I have decided that most of my site has been corrected now. Here is the link to Rewriting my site, that shows I have reformatted "everything", although there is still some to do in five directories. Most of that will be done in September, though the Multatuli section probably will last longer.

And in case you wonder why I did not do much with it since 2012: My eyes were quite painful. They are not healed yet, but they are a lot better now, and that is the main explanation I could do it now.

In any case, the site should look a lot better to many, and it certainly does to me.

O, in case you visit my Dutch site: I do not know, but it may be you need to click twice to see any changes I have made. This certainly held for me, but it is possible this was caused by the fact that I am also writing it from my computer. (But it didn't do so before. And as to asking my provider: I am sorry, but most of the things they told me the last nearly twenty years were lies. I've given up on them, and I only am there because (i) I was there nearly 20 years, and because (ii) the competition in Holland probably is equally bad.)

1. Fooled Again

The first item today is by Chris Hedges on Truthdig:

This starts as follows:
The naive hopes of Bernie Sanders’ supporters—to build a grass-roots political movement, change the Democratic Party from within and push Hillary Clinton to the left—have failed. Clinton, aware that the liberal class and the left are not going to mount genuine resistance, is running as Mitt Romney in drag. The corporate elites across the political spectrum, Republican and Democrat, have gleefully united to anoint her president. All that remains of Sanders’ “revolution” is a 501(c)(4) designed to raise money, including from wealthy, anonymous donors, to ensure that he will be a senator for life. Great historical events happen twice, as Karl Marx quipped, first as tragedy and then as farce.
No, and this portrayal of Sanders is far too simpleminded and also too caricatural.

First, while the summary of what Sanders tried to do - "
to build a grass-roots political movement, change the Democratic Party from within and push Hillary Clinton to the left" - is correct, it seems quite false to me to characterize this as "naive".

Sanders might have succeeded (though I grant Clinton's opposition was both tricky and dishonest, and in the end won), and he certainly won far more voters, and also inspired far more voters, than he would have had he run as an independent.

Second, if Hedges is right that "
the liberal class and the left are not going to mount genuine resistance" then nothing will work, and that includes Hedges' own calls for a revolution or for supporting Jill Stein.

I might agree with Hedges that the left is mostly dead and that "the liberal class" consists mostly of academics trying to keep their positions and their incomes
[1] (but I don't know, and I also do not pretend to understand over 300 million Americans), but if so, there certainly will not be sufficiently many votes for leftist candidates to win - and that is also no fault of Sanders, if true.

Third, I don't like it that Sanders seems to be portrayed as being interested in his career ("he
will be a senator for life") nor do I dislike the disdain for money from the wealthy.

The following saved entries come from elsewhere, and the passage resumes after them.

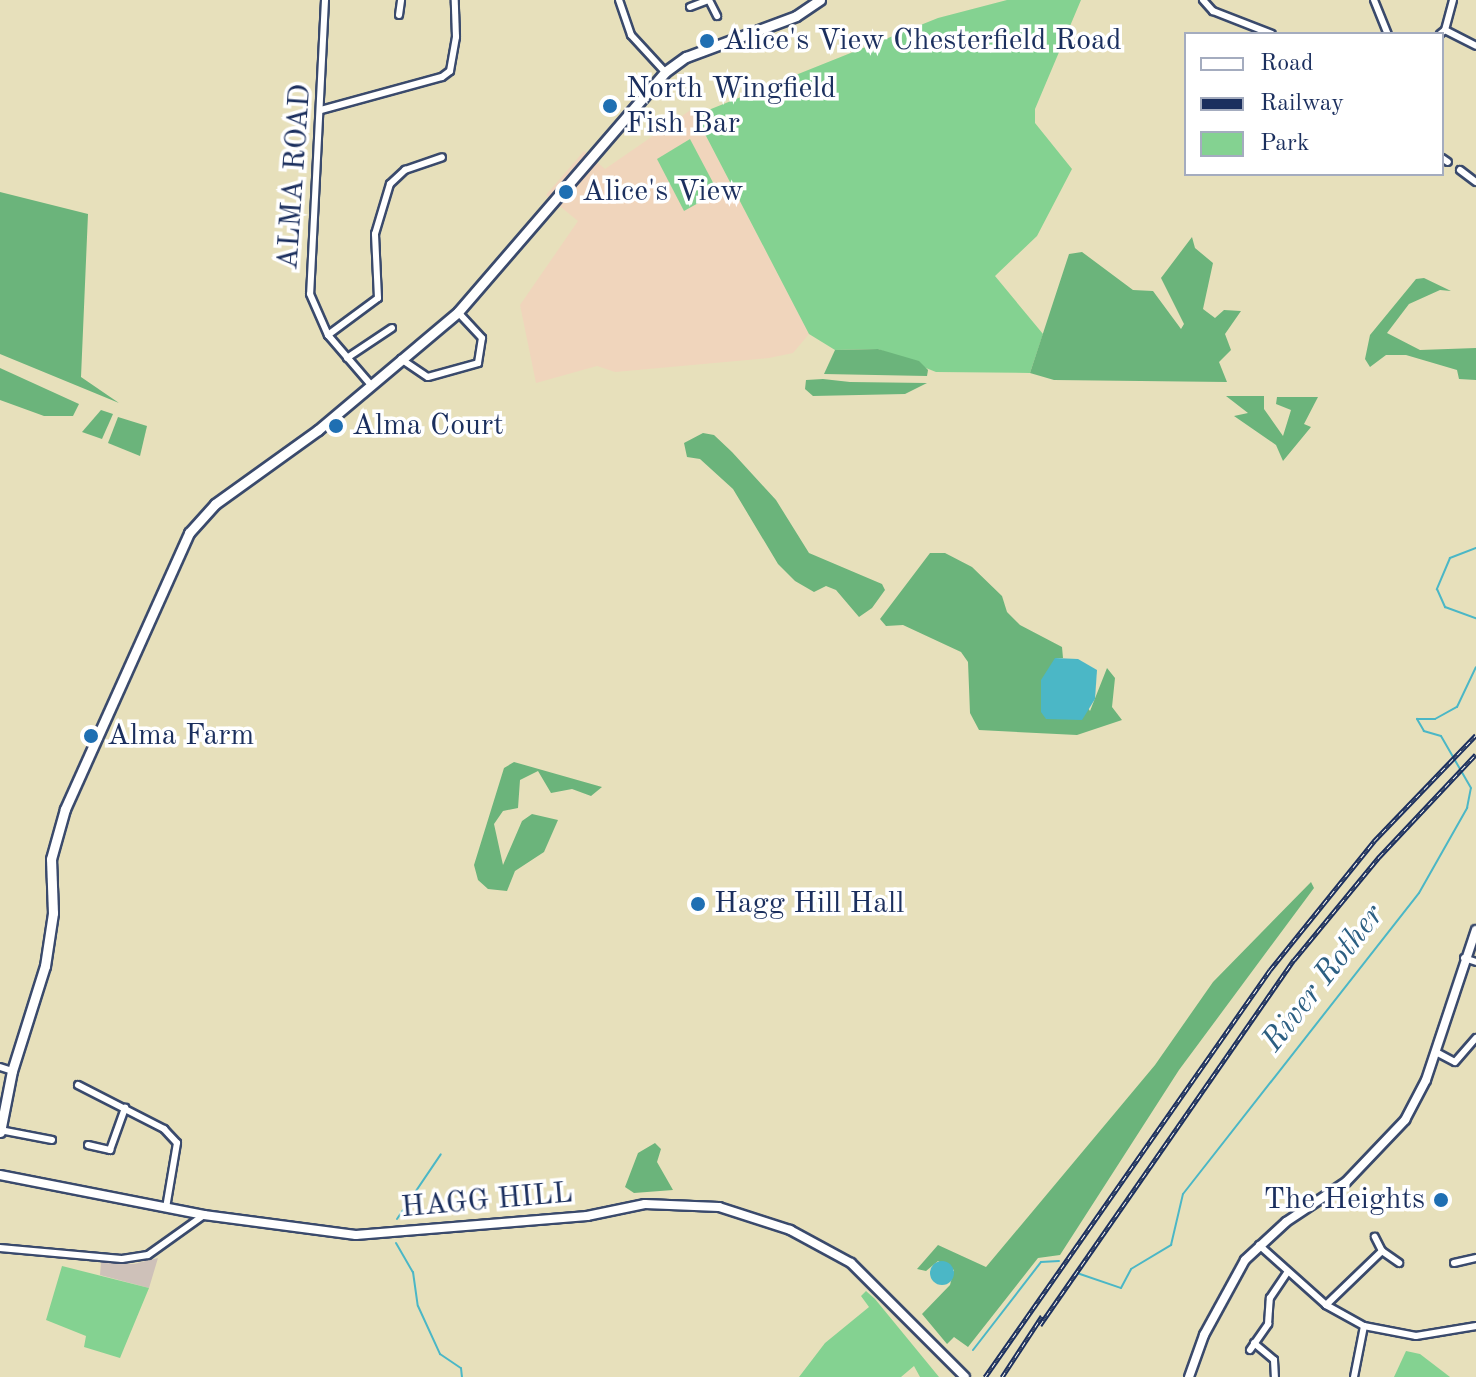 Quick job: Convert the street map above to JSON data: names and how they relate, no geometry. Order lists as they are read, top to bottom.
{
  "streets": {
    "street": ["ALMA ROAD", "HAGG HILL"]
  },
  "water": ["River Rother"],
  "places": [
    "Alice's View Chesterfield Road",
    "North Wingfield Fish Bar",
    "Alice's View",
    "Alma Court",
    "Alma Farm",
    "Hagg Hill Hall",
    "The Heights"
  ],
  "legend": ["Road", "Railway", "Park"]
}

I don't think Sanders is or was a careerist (if he were, his whole career would have been quite different), and I totally disagree with disdaining money from the wealthy: In fact, given the enormous riches of the opponents, any wealthy supporter should be welcomed and told that his money and support are welcome, but that he will not buy any influence or special access: he or she must support the ends, and not try to buy personal power, and if they do they will be refused.

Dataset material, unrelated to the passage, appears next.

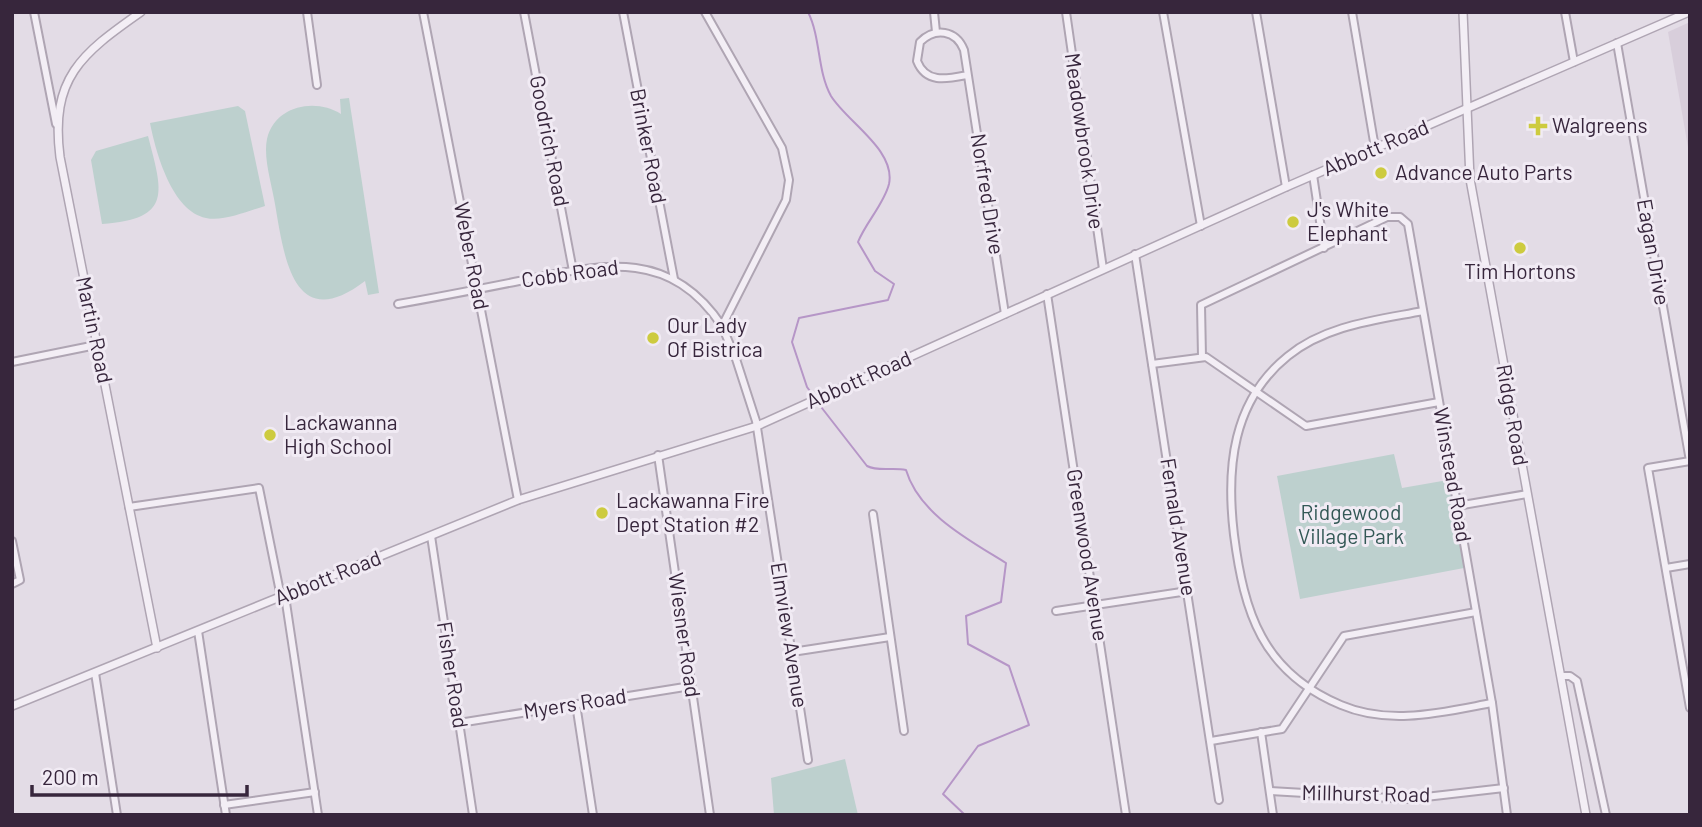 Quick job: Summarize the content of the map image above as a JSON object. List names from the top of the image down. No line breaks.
{"streets":{"street":["Goodrich Road","Meadowbrook Drive","Brinker Road","Abbott Road","Norfred Drive","Eagan Drive","Weber Road","Cobb Road","Martin Road","Ridge Road","Winstead Road","Fernald Avenue","Greenwood Avenue","Wiesner Road","Elmview Avenue","Fisher Road","Myers Road","Millhurst Road"]},"crossings":[["Goodrich Road","Cobb Road"],["Meadowbrook Drive","Abbott Road"],["Brinker Road","Cobb Road"],["Abbott Road","Norfred Drive"],["Abbott Road","Eagan Drive"],["Abbott Road","Weber Road"],["Abbott Road","Martin Road"],["Abbott Road","Ridge Road"],["Abbott Road","Fernald Avenue"],["Abbott Road","Greenwood Avenue"],["Abbott Road","Wiesner Road"],["Abbott Road","Elmview Avenue"],["Abbott Road","Fisher Road"],["Weber Road","Cobb Road"],["Cobb Road","Elmview Avenue"],["Winstead Road","Millhurst Road"],["Wiesner Road","Myers Road"],["Fisher Road","Myers Road"]],"parks":["Ridgewood Village Park"],"places":{"health":["Walgreens"],"other":["Advance Auto Parts","J's White Elephant","Tim Hortons","Our Lady Of Bistrica","Lackawanna High School","Lackawanna Fire Dept Station #2"]},"scale_bar":"200 m"}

The next bit I quote is better (though also propagandistic):

The multibillion-dollar extravaganza of our electoral Circus Maximus is part of the smokescreen that covers the ongoing devastation of globalization, deindustrialization, trade deals such as the Trans-Pacific Partnership, endless war, climate change and the intrusion into every corner of our lives by the security and surveillance state. Our democracy is dead. Clinton and Donald Trump do not have the power or the interest to revive it. They kneel before the war machine, which consumes trillions of dollars to wage futile wars and bankroll a bloated military. To defy the fortress state is political suicide. Politicians are courtiers to Wall Street. The candidates mouth the clichés of justice, improvements in income equality and democratic choice, but it is a cynical game. Once it is over, the victors will go to Washington to work with the lobbyists and financial elites to carry out the real business of ruling.
In brief, and also with less propaganda mixed in:

Elections, especially in the USA with just two parties that may win, are mostly a smokescreen; they are mostly a smokescreen since the electorare is deceived and does not get most of the information it should get to make rational decisions; democracy indeed is mostly dead: the press has been corrupted and the main media are mostly lying, misleading or leaving out things; the leading politicians now are all beholden to the rich, and merely pretend justice, equality and democracy, in which they cannot honestly believe; and mere elections will not change much.

I mostly agree with my own summary, but not with an implication that might seem to follow from the last bit: There is a considerable difference between the two presidential candidates, simply because one is both an incredible crude
and extremely temperamental liar and crook, who also seems mad, in being far too temperamental and stupid to be nominated as the most powerful man on earth by a deceived electorate.

It seems Hedges disagrees with my - psychologically informed - view of Trump, for he doesn't seem to see much difference between Trump and Clinton, but if so, he is mistaken (as Chomsky and others have also pointed out).

What - I think - Hedges is not mistaken about is this:

Political personalities serve global corporate centers of power. They do not control them. Barack Obama illustrates this.
I believe that is correct, and indeed this also one of the reasons I believe that democracy is mostly dead in the USA:

Those deciding many things are no longer elected, but are nominated by the few who are elected, like Obama, and indeed those who are nominated are very often the very rich, who are nominated in positions where they can serve their own interests and those of their own groups best (after which they return through the revolving door to their previous extremely rich positions).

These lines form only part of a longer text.